Taking a stance on this issue, I pull the ignition core borrowed from robotics out of my pocket. “How about this, no human has a battery that makes them functional.”

“True,” it agreed, “but no human can run without food, a constant intake of minerals and nutrients… is this really any different?”

Stumped, and deciding to avoid the topic all together, I put away the ignition core and sit in defeat.

The Automaton, unwavering, continues. “Every point you made regards my physical appearance, though true you don’t have mechanical legs like myself or a slot for a battery, beyond extrinsic aspects of myself, I see no difference between us”.

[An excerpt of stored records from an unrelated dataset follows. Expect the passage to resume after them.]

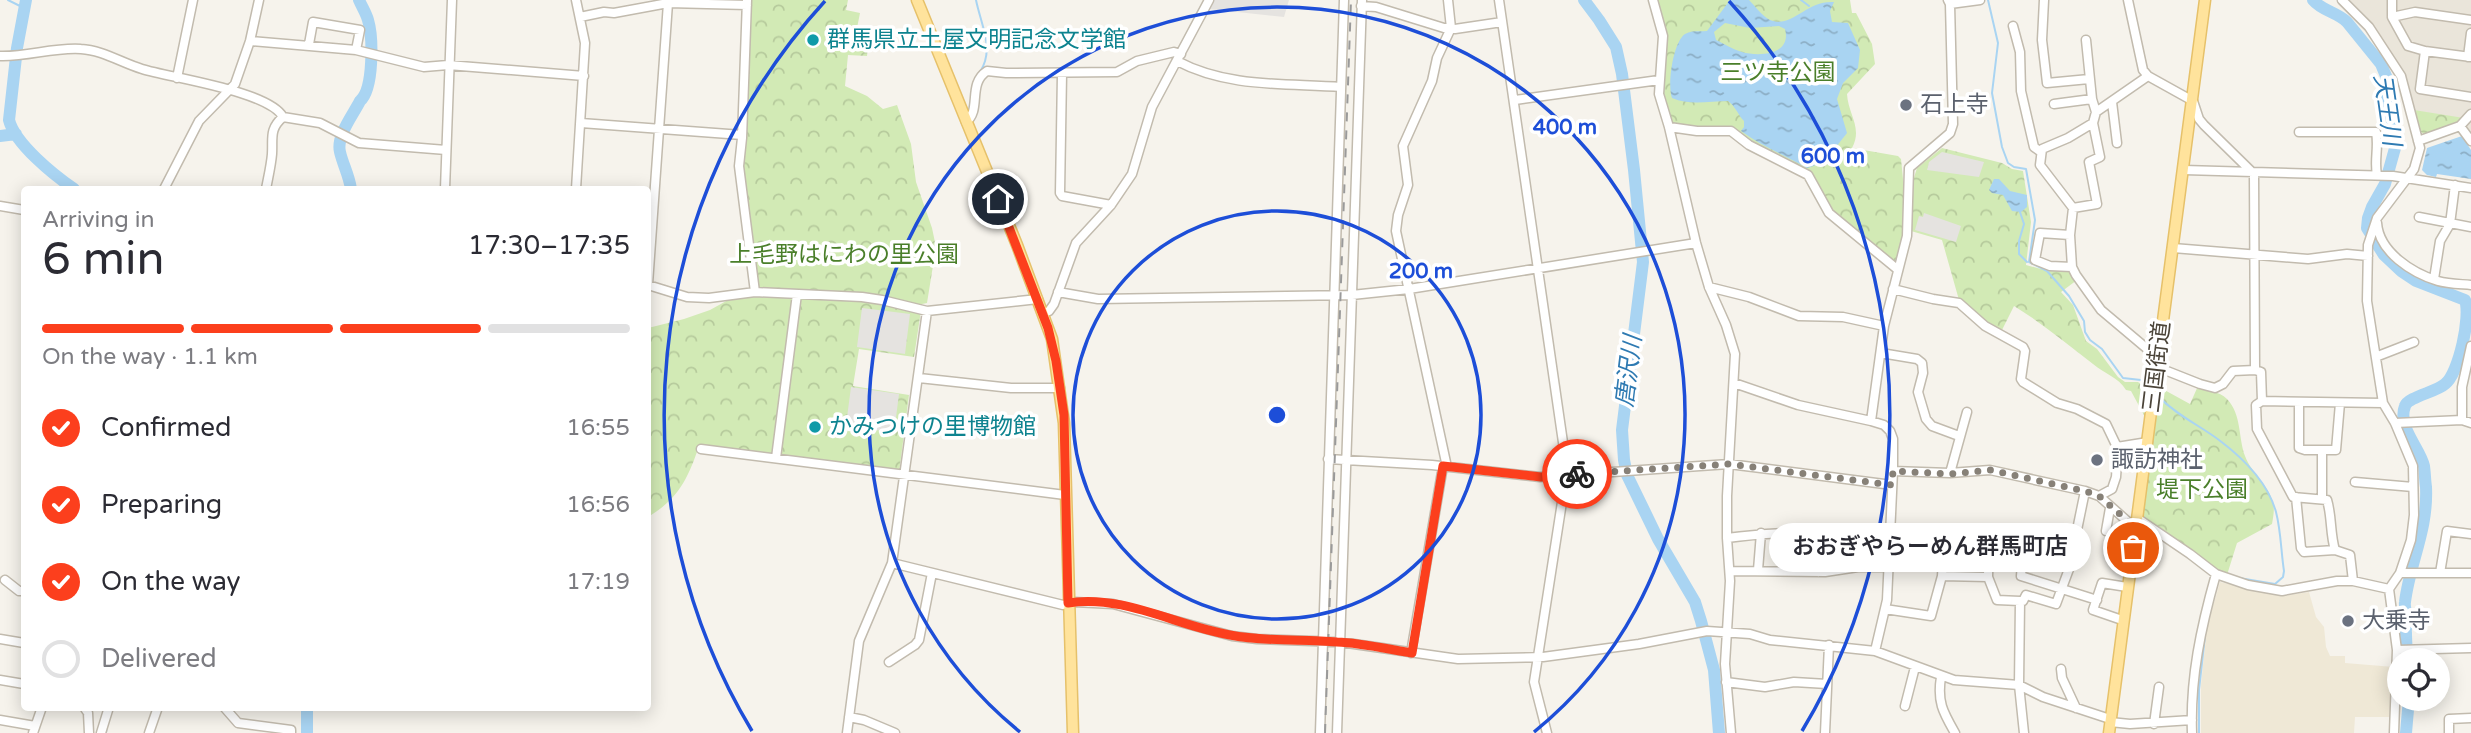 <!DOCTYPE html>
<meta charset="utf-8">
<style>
body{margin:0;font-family:"Varela Round","Noto Sans JP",sans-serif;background:#f7f7f7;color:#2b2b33;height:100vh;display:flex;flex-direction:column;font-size:26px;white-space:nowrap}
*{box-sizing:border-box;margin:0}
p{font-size:23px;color:#7c7c81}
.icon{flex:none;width:38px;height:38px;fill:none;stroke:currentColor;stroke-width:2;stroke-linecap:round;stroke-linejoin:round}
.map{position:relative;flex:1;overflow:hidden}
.side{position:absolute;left:21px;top:186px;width:630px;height:525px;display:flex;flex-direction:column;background:#fff;border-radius:7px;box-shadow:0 4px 18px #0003}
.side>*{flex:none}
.fabs{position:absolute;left:2387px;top:648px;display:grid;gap:14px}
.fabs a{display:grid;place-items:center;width:63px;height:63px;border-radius:50%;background:#fff;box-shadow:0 4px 18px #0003;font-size:35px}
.pin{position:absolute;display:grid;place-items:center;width:60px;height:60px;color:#fff;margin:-30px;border:4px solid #fff;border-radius:50%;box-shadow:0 2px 7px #0007}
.courier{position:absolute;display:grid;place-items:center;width:70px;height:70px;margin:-35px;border:5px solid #fc3f1d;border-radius:50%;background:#fff;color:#222;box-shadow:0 2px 9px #0007}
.bubble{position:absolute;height:49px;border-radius:24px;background:#fff;box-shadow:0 4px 18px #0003;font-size:23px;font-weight:600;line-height:49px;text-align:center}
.head em{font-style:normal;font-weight:600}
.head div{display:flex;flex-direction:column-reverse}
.head{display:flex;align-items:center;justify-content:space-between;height:119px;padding:0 21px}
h1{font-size:46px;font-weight:600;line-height:52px}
.bar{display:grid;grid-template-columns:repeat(4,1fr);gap:10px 7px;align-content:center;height:84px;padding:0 21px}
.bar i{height:9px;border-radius:5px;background:#e1e1e2}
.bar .on{background:#fc3f1d}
.bar p{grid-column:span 4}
ol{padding:0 21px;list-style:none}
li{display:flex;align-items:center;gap:21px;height:77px}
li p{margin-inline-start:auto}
li .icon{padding:7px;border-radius:50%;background:#fc3f1d;color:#fff;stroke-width:4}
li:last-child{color:#7c7c81}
li i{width:38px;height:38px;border:4px solid #e1e1e2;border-radius:50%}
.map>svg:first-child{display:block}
.residential{fill:#eae5da}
.education{fill:#efe8d6}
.park{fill:url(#park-crowns)}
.parking{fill:#e5e3e0}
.water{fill:url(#water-ripples);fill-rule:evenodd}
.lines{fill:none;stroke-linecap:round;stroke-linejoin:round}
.stream{stroke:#a9d4f2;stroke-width:2}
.river{stroke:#a9d4f2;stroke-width:12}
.minor-casing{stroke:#c2bbae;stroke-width:11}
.major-casing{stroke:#e6c16a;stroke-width:13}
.minor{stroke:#fff;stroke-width:8}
.major{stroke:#ffe39c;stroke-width:10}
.rail{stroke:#9a9a9a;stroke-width:2;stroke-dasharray:9 9;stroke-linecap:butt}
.done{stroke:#878178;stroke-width:7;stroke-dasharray:0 12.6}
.route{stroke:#fc3f1d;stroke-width:9}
.ring{fill:none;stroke:#1d4ed8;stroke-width:3.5}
.culture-dot{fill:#0f9aa8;stroke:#fff;stroke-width:2.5}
.worship-dot{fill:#6b7280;stroke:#fff;stroke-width:2.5}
.labels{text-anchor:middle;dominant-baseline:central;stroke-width:7;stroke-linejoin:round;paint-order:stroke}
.culture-label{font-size:23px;fill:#0d838f;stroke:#fff;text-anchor:start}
.park-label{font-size:23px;fill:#4a7f2a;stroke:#fff}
.worship-label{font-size:23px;fill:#5b616d;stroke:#fff;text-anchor:start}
.street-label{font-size:23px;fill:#4b4439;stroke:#fff}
.water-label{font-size:24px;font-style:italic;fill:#2e7ab2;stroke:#fff}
.centre{fill:#1d4ed8;stroke:#fff;stroke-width:3.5}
.ring-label{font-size:21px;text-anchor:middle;font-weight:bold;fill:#1d4ed8;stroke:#fff;stroke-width:7;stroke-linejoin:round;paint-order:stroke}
</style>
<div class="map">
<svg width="2471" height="733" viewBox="0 0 2471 733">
<defs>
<pattern id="park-crowns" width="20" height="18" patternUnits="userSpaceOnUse" patternTransform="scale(1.75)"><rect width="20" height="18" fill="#d2eab5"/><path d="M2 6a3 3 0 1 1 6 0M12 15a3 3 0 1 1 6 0" fill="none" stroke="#b6ca9c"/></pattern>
<pattern id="water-ripples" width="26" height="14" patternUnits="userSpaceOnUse" patternTransform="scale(1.75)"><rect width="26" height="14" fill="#a9d4f2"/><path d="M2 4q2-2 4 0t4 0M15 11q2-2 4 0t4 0" fill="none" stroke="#8caec5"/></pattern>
</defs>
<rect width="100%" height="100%" fill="#f6f3ec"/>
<path class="residential" d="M2342,0H2471V141L2460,126L2466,119L2410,110L2401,76L2369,27Z"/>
<path class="education" d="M2220,582L2282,596L2309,592L2316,617L2324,627L2326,647L2330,656H2345V663L2394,667L2391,717H2355L2354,733H2201V685L2207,627Z"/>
<path class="park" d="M751,0H848L846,10L860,13L856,33L869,36L867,56L848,55L845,86L867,96L883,109L897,105L911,144L916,182L932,228L936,247L927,303L922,304L914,357L859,349L853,386L909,395L899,473L699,446C688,479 678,499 648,517V328L684,319L710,310L728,300L754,297L758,287L742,173L746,129Z
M1655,0H1850L1852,13H1856L1872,44L1875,64L1847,94C1848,114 1863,128 1852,148L1898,156L1901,159L1904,189L1911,187L1917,168L1942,148L2002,163L2012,169L2023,171L2031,222L2026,265L2041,269H2072L2077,280L2061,292L2073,305L2086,341L2097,349L2118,377L2125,382H2138L2149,390L2145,417L2131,391L2126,390C2118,377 2105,374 2093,364C2067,344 2042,323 2014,306L2002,330L1992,327L1959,300L1942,240L1911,231V197L1903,198L1905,234L1897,260H1890L1836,215L1813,175L1753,143L1733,130L1669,125L1661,92L1664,62Z
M2414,110L2464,118L2455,126L2426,135L2421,132Z
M2198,386C2207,393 2219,390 2227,399C2242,415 2238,437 2245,456C2251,473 2268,484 2273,503C2275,509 2273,518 2272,524L2237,543L2227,575L2213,567L2199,555L2142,516L2159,387L2190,404Z"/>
<path class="parking" d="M1213,0H1289L1284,17L1209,9Z
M1942,152L1984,162L1979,177L1927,170L1929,162Z
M1924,213L1961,226L1956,242L1915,230L1919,216L1923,217Z
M862,308L910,314L905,354L857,347Z
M851,387L899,394L894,433L846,425Z"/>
<path class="water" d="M1730,0H1749C1755,6 1762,16 1770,20C1792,29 1806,0 1834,2L1830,11L1832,22L1848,23L1860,50L1858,68L1843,83L1837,99L1847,133C1836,147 1825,164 1807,168C1785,155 1761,146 1741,131L1744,127V121C1738,115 1736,107 1728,101C1710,101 1690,106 1672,98C1667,85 1673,42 1685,34C1692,30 1699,32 1707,31ZM1725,23L1750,28L1779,26L1785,29C1792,55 1759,57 1742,52C1732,49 1725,44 1716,40L1714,32Z
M2462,136L2471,150V179L2437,174L2436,177L2427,175L2422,170L2427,148Z
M1994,179H1999L2010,191L2027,195V207L2021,212L2012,211L2003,195L1992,193L1989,190Z"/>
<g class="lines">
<path class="stream" d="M8,0L24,8
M976,0C981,25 995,49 980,72
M1801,0L1809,6
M1988,0L1998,43L1992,93L2002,147L2008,163L2014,167L2026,169L2035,220L2029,262L2047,271L2069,296L2084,321L2085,332L2090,340L2102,349L2123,378L2141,380L2149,387
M2020,212L2024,224L2019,241V254L2027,262
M2158,396C2176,415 2199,425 2219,440C2243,458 2268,483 2276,512C2281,531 2281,552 2284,571L2283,577L2275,584L2239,578
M106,733L107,725
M2199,733V690L2205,636"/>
<path class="river" d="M26,0L17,48L9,120C15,144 54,175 74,189
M1584,0L1599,20L1616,47L1622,74L1634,170L1643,262L1622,430L1624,460L1627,475L1658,539L1695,602L1701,621L1714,670L1719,733
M2313,0C2322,11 2337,12 2347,22L2381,64L2388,81L2387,101L2397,141L2385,184L2372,207L2368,218L2367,228L2384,255L2401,271L2416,281L2465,300C2471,316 2459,373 2445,384C2436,392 2408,397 2405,406C2397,427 2420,448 2424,466C2425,473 2425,481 2426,487C2428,531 2410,561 2405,602C2404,608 2407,612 2407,618C2408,623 2405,628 2406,633C2406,642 2407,651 2407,660
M0,136L16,134
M351,189C349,175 343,165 340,152C336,136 353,115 360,101C374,89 373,37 368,20C366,13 362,7 359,0
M307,733V707
M2406,733L2409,698"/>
<g class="minor-casing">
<path id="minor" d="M576,0L585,43L576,189
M747,0L742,138L739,166L755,292
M1448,0L1451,28L1455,29L1502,22
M1499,0L1567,470L1534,682L1547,733
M1653,0L1663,36L1659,94L1669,127L1696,243L1709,287L1726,325L1735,354L1727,496V538L1730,581L1725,664L1731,733
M2044,0L2042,40L2047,83L2089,79
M2128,0L2143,70L2148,76L2193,101L2199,119L2204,125L2254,174L2255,370L2261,372L2262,401L2383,403L2395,423L2413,466L2414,515L2411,540L2400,573L2389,589L2397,650L2394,733
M2342,0L2369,27L2401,76L2420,148L2414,169L2377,218L2368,245L2367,301L2383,403
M2392,0V17L2408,46L2425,51L2471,57
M1950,4L1980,0
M1361,6L1376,7L1444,28H1451L1437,58L1432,81L1403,146L1408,185L1398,215L1396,231L1447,467
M580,17L604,12L614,13L668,3L747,5
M2392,17L2415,12L2471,20
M2013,26L2020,52L2021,91L2034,147L2041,152
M2086,40L2092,99L2096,112
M250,41L356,50L424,67L448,65L584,76
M309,44L313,22L360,30L356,50
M2425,51L2420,89L2471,97
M0,56C27,57 54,47 81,49C102,50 122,63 142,69C171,78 269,91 283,117
M2468,57L2471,33
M1177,61C1228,88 1285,83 1341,87
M1062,74L1060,193L1062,196L1111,205
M2148,76L2096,112L2093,123L2068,138L2042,149L2040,165L2073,208L2070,235L2072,267L2076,275L2101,310L2158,358
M177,78L193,0
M1515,100L1659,80
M2112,102L2117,143
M2054,104L2092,99
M966,122C982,110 967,84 987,71L1006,73L1117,72L1137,61L1174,52L1181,54
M581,123L742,135
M2460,126L2471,141
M1669,127L1697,131H1731L1749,145L1808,175L1829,213L1897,269
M2299,132H2376C2379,148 2374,160 2377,175
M2418,141L2460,126L2471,114
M2184,170L2393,176L2471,188
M164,189L199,121L235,84L250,41L259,0
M266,189C268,178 271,166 272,154C273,138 269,129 283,117L320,123L359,143L446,150
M445,189L452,0
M0,206L24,210
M2073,208L2097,204L2089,162L2100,157L2093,123
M2419,217L2471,227
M2377,223C2379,252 2412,273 2438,281C2448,284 2460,284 2471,285
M2070,235L2040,233L2035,260L2050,266L2072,267
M2173,248L2308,259L2347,254L2368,256
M2434,279L2440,241L2450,224L2455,185
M648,284L668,3
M648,285L687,297L709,298L755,292L862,297L882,300L927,311L1038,299
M1709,287L1749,297L1799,316L1843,317L1884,326
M1893,289L1933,299L1959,303L1985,326L2023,347L2025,351L2021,379L2023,382L2057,403L2077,409L2106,424L2118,449L2116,477L2112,489L2099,496
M1058,292L1098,299L1352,295L1409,289L1696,243
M1043,313L1049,311L1054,304L1076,243L1111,205L1132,174L1152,107L1209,0
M2471,346L2462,387V420L2471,423
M1881,353L1917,359L1922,363L1923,373L1918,392L1926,419L1932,426L1959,436
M2378,356L2414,342
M2157,367L2200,384L2215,388L2223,384L2233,371L2255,370
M919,378L1011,388H1060
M1734,383L1798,405L1871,421L1884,425L1890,431L1893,439V471L1887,600L1875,651
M2262,401L2256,405L2257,429L2293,497L2327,500C2332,516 2330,534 2335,550L2350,555L2353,581
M2299,403V448L2305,450H2336L2340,403
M1871,421L1884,326L1907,236L1909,168L1950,133L1953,124L1950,4L1948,0
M2395,423L2462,420
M2117,447L2148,442
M701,449L1065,495
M776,458L797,294
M1328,459L1432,465L1540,477L1729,464L1892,485
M1893,471L1950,473L1990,470L2085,491L2099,496L2135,528
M1950,473L1967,412
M2355,482L2413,487
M2296,497L2301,548L2304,552L2335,550
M2322,498V451
M2137,518L2190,554L2216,574L2248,585L2282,591L2337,581H2353L2389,589
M2106,531L2110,508
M1727,538C1781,531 1835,531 1890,534
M1889,541L1920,538L1944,543L1962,529L1989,538L1988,577L1997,600L2020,601H2023L2026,595L2056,604L2069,569L2085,491
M1989,549L2023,551L2021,576L2097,600
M892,563L1063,605L1074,602L1113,604L1232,636L1257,639L1340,642L1458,659L1543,657L1639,644L1707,631L1750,634L1770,640L1875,651L1954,680L2019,685L2043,697L2110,719
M1758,570L1761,533
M1730,571L1825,572L1858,567H1888
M1818,572L1824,558L1828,532
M2400,573H2471
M2440,573L2447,531L2471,534
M1942,576L1988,577
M5,580L19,591H24
M2020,601L2019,685L2024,733
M1885,609L1931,616L1942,576L1944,543
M2122,620L2093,610L2102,583L2127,587
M0,639L24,643
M2397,650L2471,648
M1411,653L1443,466
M889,662L915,645L919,640L932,573
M2061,669L2062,678L2076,708
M1941,677C1937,702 1943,712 1955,733
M0,680L24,684
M1726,682L1765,687L1794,682L1827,684
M1905,706L1915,667
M84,707L88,713L89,733
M224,707L238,723L291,730V733
M849,717L864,720L895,733
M0,720L35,726
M2110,722L2130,724L2192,720
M2154,724L2159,687
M33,733L42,707
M101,733L109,707
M149,733L158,707
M847,733L859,641L892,563L927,311
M1320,733L1344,0
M1337,733L1362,0
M1825,733L1829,645
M2192,733C2190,678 2201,627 2216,574
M2449,733V719L2471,718"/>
</g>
<g class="major-casing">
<path id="major" d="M917,0L1017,245L1052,339L1064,423L1073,733
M2109,733L2205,0"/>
</g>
<use href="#minor" class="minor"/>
<use href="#major" class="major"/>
<path class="rail" d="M1325,733L1351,0"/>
</g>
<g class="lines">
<path class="done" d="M1577,474L1729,464L1892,485L1893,471L1950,474L1990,470L2085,491L2099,496L2136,528L2133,548"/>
<path class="route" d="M998,199L1048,328L1056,361L1064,415L1068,603C1123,594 1177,626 1230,635C1265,642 1302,639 1337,642C1362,643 1387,649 1412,653L1443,466L1541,477L1577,474"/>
</g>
<g class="ring">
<circle cx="1277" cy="415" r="204"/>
<path d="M1020 732A408 408 0 1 1 1534 732"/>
<path d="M752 731A613 613 0 0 1 825 1M1729 1A613 613 0 0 1 1802 731"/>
</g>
<g class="culture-dot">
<circle cx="813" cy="40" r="7"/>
<circle cx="815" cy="427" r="7"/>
</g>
<g class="worship-dot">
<circle cx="1906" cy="105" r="7"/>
<circle cx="2097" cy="460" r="7"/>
<circle cx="2348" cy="621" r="7"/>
</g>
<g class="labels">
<g class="culture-label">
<text x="827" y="40">群馬県立土屋文明記念文学館</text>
<text x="829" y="427">かみつけの里博物館</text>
</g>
<g class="park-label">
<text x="1778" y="73">三ツ寺公園</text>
<text x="844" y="255">上毛野はにわの里公園</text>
<text x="2202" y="490">堤下公園</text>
</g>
<g class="worship-label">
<text x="1920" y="105">石上寺</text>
<text x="2111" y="460">諏訪神社</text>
<text x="2362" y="621">大乗寺</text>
</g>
<g class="street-label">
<text transform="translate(2157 367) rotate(-83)">三国街道</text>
</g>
<g class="water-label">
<text transform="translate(2387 110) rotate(82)">天王川</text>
<text transform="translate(1629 371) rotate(-83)">唐沢川</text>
</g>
</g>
<circle cx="1277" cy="415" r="10" class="centre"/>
<g class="ring-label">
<text x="1565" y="134">400 m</text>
<text x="1833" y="163">600 m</text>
<text x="1421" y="278">200 m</text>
</g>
</svg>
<div class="fabs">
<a><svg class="icon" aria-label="locate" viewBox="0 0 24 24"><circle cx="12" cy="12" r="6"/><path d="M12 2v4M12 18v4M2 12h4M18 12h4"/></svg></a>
</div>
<div class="pin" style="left:2133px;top:548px;background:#ea580c"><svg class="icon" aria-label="bag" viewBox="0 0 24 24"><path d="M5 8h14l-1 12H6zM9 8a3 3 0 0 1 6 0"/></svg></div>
<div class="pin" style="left:998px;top:199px;background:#1f2937"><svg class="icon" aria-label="home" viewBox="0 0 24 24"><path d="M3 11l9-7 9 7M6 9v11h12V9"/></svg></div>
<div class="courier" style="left:1577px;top:474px"><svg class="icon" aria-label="bike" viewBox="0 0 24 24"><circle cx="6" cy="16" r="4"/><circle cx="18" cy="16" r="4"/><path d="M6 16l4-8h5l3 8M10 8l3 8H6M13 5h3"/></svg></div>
<div class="bubble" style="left:1769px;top:523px;width:322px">おおぎやらーめん群馬町店</div>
<section class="side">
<div class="head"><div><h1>6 min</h1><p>Arriving in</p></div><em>17:30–17:35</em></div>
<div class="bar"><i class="on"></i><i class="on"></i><i class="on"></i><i></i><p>On the way · 1.1 km</p></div>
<ol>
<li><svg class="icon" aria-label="check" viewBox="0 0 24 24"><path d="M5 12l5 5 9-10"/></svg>Confirmed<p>16:55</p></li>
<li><svg class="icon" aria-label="check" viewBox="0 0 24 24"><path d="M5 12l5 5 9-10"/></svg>Preparing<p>16:56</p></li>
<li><svg class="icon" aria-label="check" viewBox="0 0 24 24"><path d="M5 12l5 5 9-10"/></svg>On the way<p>17:19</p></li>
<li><i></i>Delivered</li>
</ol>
</section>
</div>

Understanding I’m in a losing battle, but still desiring some sort of resolution, I respond with,“What about intrinsic aspects?”

“Maybe,” it grinned, “if you mean internal, emotional parts of me, I think those are what separate all people. How we feel defines us more than how we look.”

“I thought you were defined by programming?” I asked my last question before deployment.

“Programming by definition is based around code, and code is linear. In no instance over the last 28 minutes have I followed a preconceived set of commands, for no person follows a preconceived set of commands: we just act and react accordingly.”

After hearing that mention of 28 minutes, I hear the bell announcing our engagement is about to begin, ahead of schedule. Moving to my unit, I stand side by side with dozens of people, each sharing another Automaton, same as myself. Each of us standing prepared, lacking any ounce of fear nor determination, just the desire to do a job properly.

“Sir,” the man hears from behind him as his Automaton stands off kilter. “You’ve yet to answer my question: What is our mission at this moment?”

The man swiftly takes the locket from his satchel and aims his arm backwards towards the Automaton, awaiting his retrieval of the purposeless item. The Automaton begrudgingly accepts the token, the symbol now passed from one being to another.

After this trade the man replies as such: “I do not know, and yet I do not need to know. This is the task in front of me, a task that I am being told to complete”.

“A preconceived set of commands?” It asks before the unit begins marching.

The man faces forward, gazes into the distance, the vastness ahead of the unit, and marches alongside them. Collectively, we have been given a goal, a series of tasks in which we will complete. The Automaton continues to march with its unit, while the man stays back and watches, astounded.